E. Manifestasi Klinis

Urolithiasis dapat menimbulkan berbagi gejala tergantung pada letak batu,


tingkat infeksi dan ada tidaknya obstruksi saluran kemih (Brooker, 2009).
Beberapa gambaran klinis yang dapat muncul pada pasien urolithiasis:

a. Nyeri
 Nyeri pada ginjal dapat menimbulkan dua jenis nyeri yaitu nyeri kolik dan non
kolik. Nyeri kolik terjadi karena adanya stagnansi batu pada saluran kemih
sehingga terjadi resistensi dan iritabilitas pada jaringan sekitar (Brooker,
2009). Nyeri kolik juga karena adanya aktivitas peristaltik otot polos sistem
kalises ataupun ureter meningkat dalam usaha untuk mengeluarkan batu pada
saluran kemih. Peningkatan peristaltik itu menyebabkan tekanan
intraluminalnya meningkat sehingga terjadi peregangan pada terminal saraf
yang memberikan sensasi nyeri (Purnomo, 2012).

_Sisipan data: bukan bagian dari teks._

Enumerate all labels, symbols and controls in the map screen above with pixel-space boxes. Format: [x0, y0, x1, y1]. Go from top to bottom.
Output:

 Nyeri non kolik terjadi akibat peregangan kapsul ginjal karena terjadi
hidronefrosis atau infeksi pada ginjal (Purnomo, 2012) sehingga menyebabkan
nyeri hebat dengan peningkatan produksi prostglandin E2 ginjal
(O’Callaghan, 2009). Rasa nyeri akan bertambah berat apabila batu bergerak
turun dan menyebabkan obstruksi. Pada ureter bagian distal (bawah) akan
menyebabkan rasa nyeri di sekitar testis pada pria dan labia mayora pada
wanita. Nyeri kostovertebral menjadi ciri khas dari urolithiasis, khsusnya
nefrolithiasis (Brunner & Suddart, 2015)
b. Gangguan Miksi
Adanya obstruksi pada saluran kemih, maka aliran urin (urine flow)

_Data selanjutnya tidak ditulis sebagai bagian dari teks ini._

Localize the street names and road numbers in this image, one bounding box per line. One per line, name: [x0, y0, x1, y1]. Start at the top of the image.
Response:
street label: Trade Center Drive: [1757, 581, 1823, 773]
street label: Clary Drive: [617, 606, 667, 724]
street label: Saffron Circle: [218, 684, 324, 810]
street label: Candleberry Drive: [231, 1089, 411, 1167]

mengalami penurunan sehingga sulit sekali untuk miksi secara spontan. Pada
pasien nefrolithiasis, obstruksi saluran kemih terjadi di ginjal sehingga urin
yang masuk ke vesika urinaria mengalami penurunan. Sedangkan pada pasien
uretrolithiasis, obstruksi urin terjadi di saluran paling akhir sehingga kekuatan
untuk mengeluarkan urin ada namun hambatan pada saluran menyebabkan
urin stagnansi (Brooker, 2009). Batu dengan ukuran kecil mungkin dapat
keluar secara spontan setelah melalui hambatan pada perbatasan uretero-
pelvik, saat ureter menyilang vasa iliaka dan saat ureter masuk ke dalam buli-
buli (Purnomo, 2012).
c. Hematuria
Batu yang terperangkap di dalam ureter (kolik ureter) sering mengalami
desakan berkemih, tetapi hanya sedikit urin yang keluar. Keadaan ini akan
menimbulkan gesekan yang disebabkan oleh batu sehingga urin yang
dikeluarkan bercampur dengan darah (hematuria) (Brunner & Suddart, 2015).

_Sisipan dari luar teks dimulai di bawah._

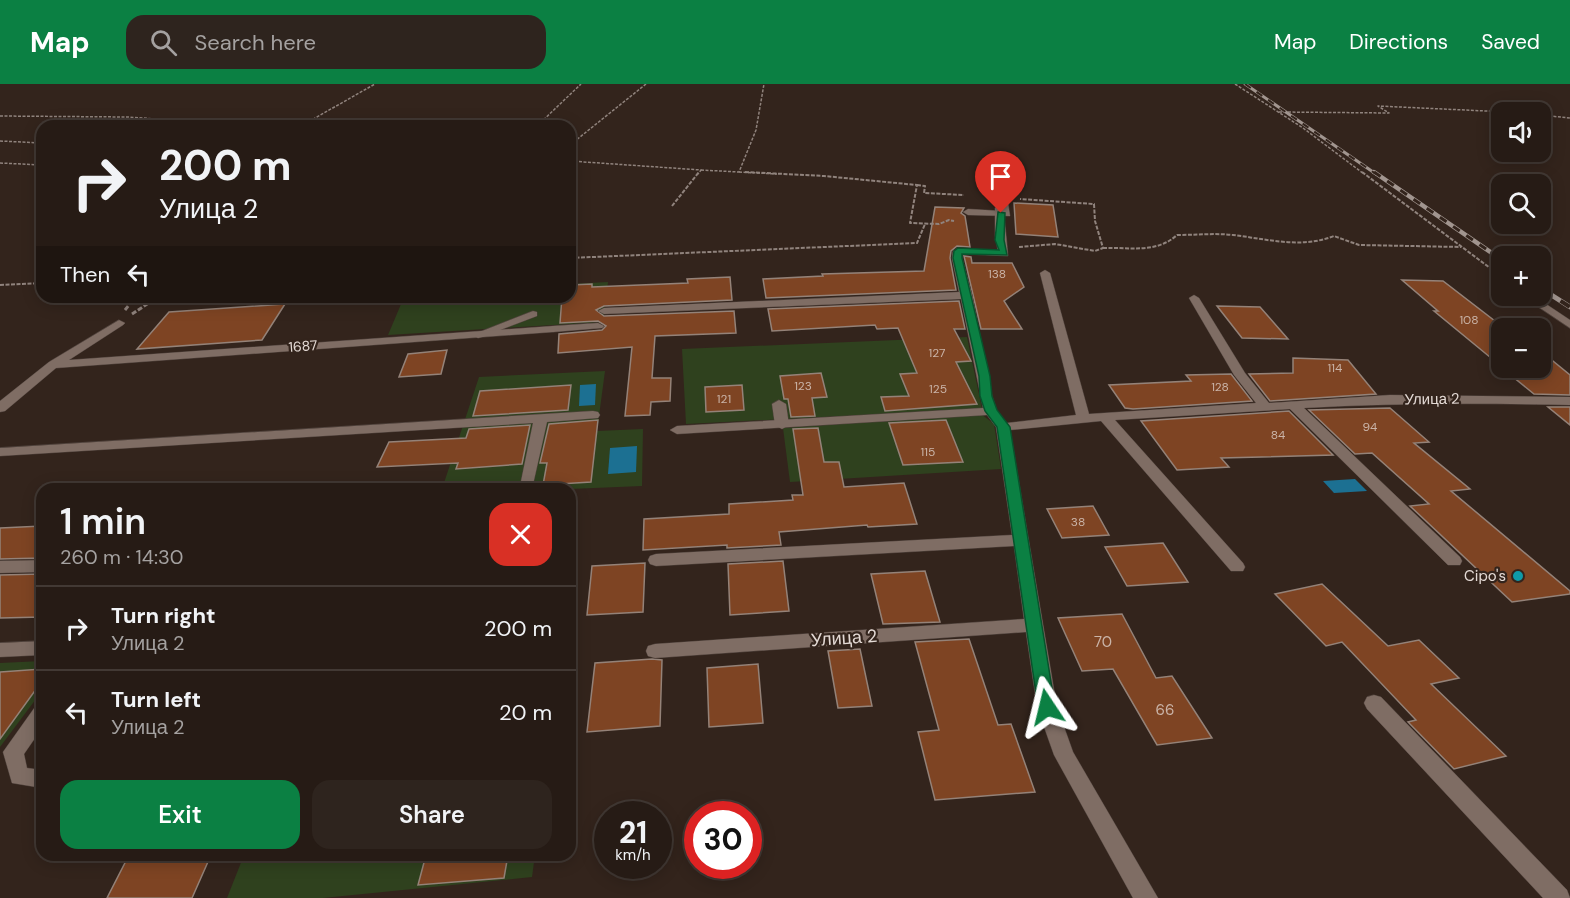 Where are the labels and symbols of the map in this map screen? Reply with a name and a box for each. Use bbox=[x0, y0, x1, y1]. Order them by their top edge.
pin bbox=[975, 151, 1026, 213]
house number: 138 bbox=[988, 266, 1006, 282]
house number: 108 bbox=[1459, 312, 1479, 328]
street label: 1687 bbox=[288, 336, 318, 356]
house number: 127 bbox=[929, 345, 945, 361]
house number: 114 bbox=[1328, 360, 1342, 376]
house number: 123 bbox=[794, 378, 812, 394]
house number: 128 bbox=[1211, 379, 1229, 395]
house number: 125 bbox=[929, 381, 947, 397]
street label: Улица 2 bbox=[1404, 389, 1460, 409]
house number: 121 bbox=[717, 391, 731, 407]
house number: 94 bbox=[1363, 419, 1377, 435]
house number: 84 bbox=[1271, 427, 1285, 443]
house number: 115 bbox=[921, 444, 935, 460]
house number: 38 bbox=[1071, 514, 1085, 530]
place label: Cipo's bbox=[1464, 566, 1506, 586]
marker: Cipo's bbox=[1511, 569, 1525, 583]
street label: Улица 2 bbox=[810, 624, 878, 652]
house number: 70 bbox=[1094, 632, 1112, 652]
position arrow bbox=[1015, 675, 1079, 739]
house number: 66 bbox=[1156, 700, 1174, 720]
speed limit sign: 30 bbox=[684, 801, 762, 879]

Hematuria tidak selalu terjadi pada pasien urolithiasis, namun jika terjadi lesi
pada saluran kemih utamanya ginjal maka seringkali menimbulkan hematuria
yang masive, hal ini dikarenakan vaskuler pada ginjal sangat kaya dan
memiliki sensitivitas yang tinggi dan didukung jika karakteristik batu yang
tajam pada sisinya (Brooker, 2009).
d. Mual dan muntah
Kondisi ini merupakan efek samping dari kondisi ketidaknyamanan pada
pasien karena nyeri yang sangat hebat sehingga pasien mengalami stress yang
tinggi dan memacu sekresi HCl pada lambung (Brooker, 2009). Selain itu, hal
ini juga dapat disebabkan karena adanya stimulasi dari celiac plexus, namun
gejala gastrointestinal biasanya tidak ada (Portis & Sundaram, 2001).
e. Demam
Demam terjadi karena adanya kuman yang menyebar ke tempat lain. Tanda
demam yang disertai dengan hipotensi, palpitasi, vasodilatasi pembuluh darah
di kulit merupakan tanda terjadinya urosepsis. Urosepsis merupakan
kedaruratan dibidang urologi, dalam hal ini harus secepatnya ditentukan letak
kelainan anatomik pada saluran kemih yang mendasari timbulnya urosepsis
dan segera dilakukan terapi berupa drainase dan pemberian antibiotik
(Purnomo, 2012).
f. Distensi vesika urinaria
Akumulasi urin yang tinggi melebihi kemampuan vesika urinaria akan
menyebabkan vasodilatasi maksimal pada vesika. Oleh karena itu, akan teraba
bendungan (distensi) pada waktu dilakukan palpasi pada regio vesika
(Brooker, 2009).

F. Pemeriksaan Diagnostik
Menurut Brunner & Suddart, (2015) dan Purnomo, (2012) diagnosis
urolithiasis dapat ditegakkan melalui beberapa pemeriksaan seperti:
a. Kimiawi darah dan pemeriksaan urin 24 jam untuk mengukur kadar kalsium,
asam urat, kreatinin, natrium, pH dan volume total (Portis & Sundaram, 2001).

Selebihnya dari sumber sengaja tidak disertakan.